Fellow billionaire club owners, however, were quick to criticise the decision. “There’s a culture of just getting rid of people after a few bad results,” said Tom Hicks, formerly of Liverpool.

“I mean, all I had was a few bad years back-to-back, but it takes time and borrowed money to build a winning club. What’s a chairman supposed to do if he can’t get free money from financial institutions? How can he possibly pretend to live up to the false promises he made when he bought the club?”

“But for the fans, a chairman is only as good as the results the manager he can’t support can get from the cheap players left after we’ve sold everything to pay off our colossal debts.”

Concluded Hicks, “Roman’s just a victim of the short-term culture of English football.”

Long time foe Jose Mourinho responds to the news that Abramovich has sacked himself from Chelsea.

Long time foe Jose Mourinho responds to the news that Abramovich has sacked himself from Chelsea.

Fans said that while they appreciated all Roman had done for the club, it was probably a good time for him to move on.

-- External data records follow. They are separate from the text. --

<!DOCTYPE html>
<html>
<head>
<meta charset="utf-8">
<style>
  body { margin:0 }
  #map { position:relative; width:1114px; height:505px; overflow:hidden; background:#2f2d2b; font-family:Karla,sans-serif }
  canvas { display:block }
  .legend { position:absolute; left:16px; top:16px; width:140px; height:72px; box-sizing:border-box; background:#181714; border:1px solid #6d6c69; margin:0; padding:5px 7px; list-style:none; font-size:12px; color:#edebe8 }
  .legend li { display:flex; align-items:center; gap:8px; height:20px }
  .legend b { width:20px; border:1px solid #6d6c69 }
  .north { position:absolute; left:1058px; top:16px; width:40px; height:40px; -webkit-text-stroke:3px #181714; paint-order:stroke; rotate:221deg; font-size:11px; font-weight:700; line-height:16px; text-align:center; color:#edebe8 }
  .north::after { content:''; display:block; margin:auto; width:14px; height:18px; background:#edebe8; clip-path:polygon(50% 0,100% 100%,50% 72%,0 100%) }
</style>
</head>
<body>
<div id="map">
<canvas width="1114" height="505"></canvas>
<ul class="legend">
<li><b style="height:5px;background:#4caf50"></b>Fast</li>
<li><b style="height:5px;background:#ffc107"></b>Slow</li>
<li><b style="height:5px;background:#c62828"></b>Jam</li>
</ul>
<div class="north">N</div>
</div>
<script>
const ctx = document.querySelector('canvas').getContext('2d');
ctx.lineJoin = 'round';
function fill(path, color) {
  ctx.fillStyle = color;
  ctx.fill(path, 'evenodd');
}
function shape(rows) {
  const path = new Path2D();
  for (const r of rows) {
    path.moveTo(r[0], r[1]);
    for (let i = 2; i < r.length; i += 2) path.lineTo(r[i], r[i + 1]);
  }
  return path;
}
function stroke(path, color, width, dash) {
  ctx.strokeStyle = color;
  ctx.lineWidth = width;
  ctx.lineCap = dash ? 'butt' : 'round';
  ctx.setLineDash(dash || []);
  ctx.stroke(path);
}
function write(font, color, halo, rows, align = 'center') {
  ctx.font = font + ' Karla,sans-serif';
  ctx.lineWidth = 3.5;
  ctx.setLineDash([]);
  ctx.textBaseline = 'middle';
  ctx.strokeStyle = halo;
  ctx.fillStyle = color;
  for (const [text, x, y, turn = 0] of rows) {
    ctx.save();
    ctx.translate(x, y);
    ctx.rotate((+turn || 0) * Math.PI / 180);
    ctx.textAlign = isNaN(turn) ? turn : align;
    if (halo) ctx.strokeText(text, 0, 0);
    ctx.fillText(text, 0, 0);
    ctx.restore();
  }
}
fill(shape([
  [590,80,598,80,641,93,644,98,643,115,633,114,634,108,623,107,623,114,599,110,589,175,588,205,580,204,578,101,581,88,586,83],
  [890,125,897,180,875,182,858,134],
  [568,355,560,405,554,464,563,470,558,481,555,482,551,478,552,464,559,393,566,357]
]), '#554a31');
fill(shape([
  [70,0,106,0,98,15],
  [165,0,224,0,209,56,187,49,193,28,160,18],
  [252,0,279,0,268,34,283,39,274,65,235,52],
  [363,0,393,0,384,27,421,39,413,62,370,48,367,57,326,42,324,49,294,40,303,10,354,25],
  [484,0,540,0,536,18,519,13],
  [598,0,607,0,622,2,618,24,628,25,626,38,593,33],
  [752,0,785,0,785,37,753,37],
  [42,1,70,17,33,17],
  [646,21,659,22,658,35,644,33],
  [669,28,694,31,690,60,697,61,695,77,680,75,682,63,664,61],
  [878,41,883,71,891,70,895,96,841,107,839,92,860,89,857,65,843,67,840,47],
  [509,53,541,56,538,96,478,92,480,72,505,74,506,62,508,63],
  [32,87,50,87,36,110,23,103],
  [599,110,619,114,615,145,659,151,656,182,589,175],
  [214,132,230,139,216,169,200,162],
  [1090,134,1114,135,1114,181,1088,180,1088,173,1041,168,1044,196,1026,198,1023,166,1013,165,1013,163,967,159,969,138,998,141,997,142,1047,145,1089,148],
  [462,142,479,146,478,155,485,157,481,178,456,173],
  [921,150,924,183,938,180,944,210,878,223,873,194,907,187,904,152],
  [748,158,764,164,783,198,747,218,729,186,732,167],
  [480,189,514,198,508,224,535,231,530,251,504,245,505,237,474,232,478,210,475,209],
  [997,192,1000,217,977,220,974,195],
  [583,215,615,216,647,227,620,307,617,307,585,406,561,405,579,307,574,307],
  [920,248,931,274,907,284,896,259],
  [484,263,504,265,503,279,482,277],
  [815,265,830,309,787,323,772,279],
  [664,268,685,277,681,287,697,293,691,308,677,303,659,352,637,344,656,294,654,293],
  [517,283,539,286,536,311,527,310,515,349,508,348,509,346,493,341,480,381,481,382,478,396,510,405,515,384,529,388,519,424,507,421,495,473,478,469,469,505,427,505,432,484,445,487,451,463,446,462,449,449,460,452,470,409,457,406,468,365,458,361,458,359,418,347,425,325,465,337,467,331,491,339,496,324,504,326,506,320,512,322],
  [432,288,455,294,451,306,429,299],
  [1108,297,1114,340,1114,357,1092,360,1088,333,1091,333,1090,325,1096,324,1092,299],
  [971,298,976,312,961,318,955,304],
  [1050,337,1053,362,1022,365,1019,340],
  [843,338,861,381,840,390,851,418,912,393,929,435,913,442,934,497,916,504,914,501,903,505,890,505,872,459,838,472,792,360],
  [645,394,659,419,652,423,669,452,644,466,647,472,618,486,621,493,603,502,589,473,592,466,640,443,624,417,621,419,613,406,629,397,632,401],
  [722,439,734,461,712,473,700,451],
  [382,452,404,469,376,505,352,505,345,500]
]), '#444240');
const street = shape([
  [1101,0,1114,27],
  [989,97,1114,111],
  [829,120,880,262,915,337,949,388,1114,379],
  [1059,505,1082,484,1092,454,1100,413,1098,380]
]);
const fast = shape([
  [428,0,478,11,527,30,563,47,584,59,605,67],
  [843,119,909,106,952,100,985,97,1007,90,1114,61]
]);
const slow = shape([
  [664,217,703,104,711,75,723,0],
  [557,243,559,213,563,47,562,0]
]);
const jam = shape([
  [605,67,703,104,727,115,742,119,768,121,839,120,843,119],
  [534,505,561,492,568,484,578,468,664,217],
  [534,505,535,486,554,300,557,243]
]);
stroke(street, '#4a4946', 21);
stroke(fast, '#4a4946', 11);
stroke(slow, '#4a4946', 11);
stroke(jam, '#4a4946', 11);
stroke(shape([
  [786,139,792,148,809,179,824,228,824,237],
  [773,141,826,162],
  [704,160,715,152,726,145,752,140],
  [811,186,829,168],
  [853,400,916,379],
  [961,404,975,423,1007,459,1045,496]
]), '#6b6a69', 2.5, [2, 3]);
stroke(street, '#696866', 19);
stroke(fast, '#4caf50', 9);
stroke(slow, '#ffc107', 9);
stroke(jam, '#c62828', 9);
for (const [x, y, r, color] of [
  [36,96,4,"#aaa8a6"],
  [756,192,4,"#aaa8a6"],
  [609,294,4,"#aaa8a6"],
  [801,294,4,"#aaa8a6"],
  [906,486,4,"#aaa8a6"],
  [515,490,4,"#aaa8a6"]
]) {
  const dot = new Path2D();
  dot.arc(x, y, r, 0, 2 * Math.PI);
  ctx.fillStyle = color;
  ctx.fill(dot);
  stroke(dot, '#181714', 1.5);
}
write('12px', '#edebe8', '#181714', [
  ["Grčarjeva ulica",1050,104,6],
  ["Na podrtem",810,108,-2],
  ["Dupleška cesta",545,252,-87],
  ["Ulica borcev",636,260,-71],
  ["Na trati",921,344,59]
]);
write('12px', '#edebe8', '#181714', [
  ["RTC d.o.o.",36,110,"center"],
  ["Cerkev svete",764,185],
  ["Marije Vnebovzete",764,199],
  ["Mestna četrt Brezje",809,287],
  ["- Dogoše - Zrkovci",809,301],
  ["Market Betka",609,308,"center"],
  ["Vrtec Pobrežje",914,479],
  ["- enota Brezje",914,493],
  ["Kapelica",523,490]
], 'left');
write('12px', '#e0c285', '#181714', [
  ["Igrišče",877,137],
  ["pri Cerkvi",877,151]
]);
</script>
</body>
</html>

“He did wonders for us when he first came here,” said Roger Houghton (36), a merchant banker and long-time Chelsea supporter. “I mean, the money he spent bringing in quality players turned us from also-rans into champions. Those were great days, when we could win the Premiership the London way – we bought it.”

“Roman’s just not bringing that kind of spirit to Chelsea any more. We were very worried when he started talking about ‘cost-cutting’ and refused to splurge on new players. In the City, we know that you have to borrow huge sums of money and spend it in order to be successful. Once you start worrying about paying it back, you’re no longer cut out for London.”

“I think Abramovich made the right decision in letting Roman go.”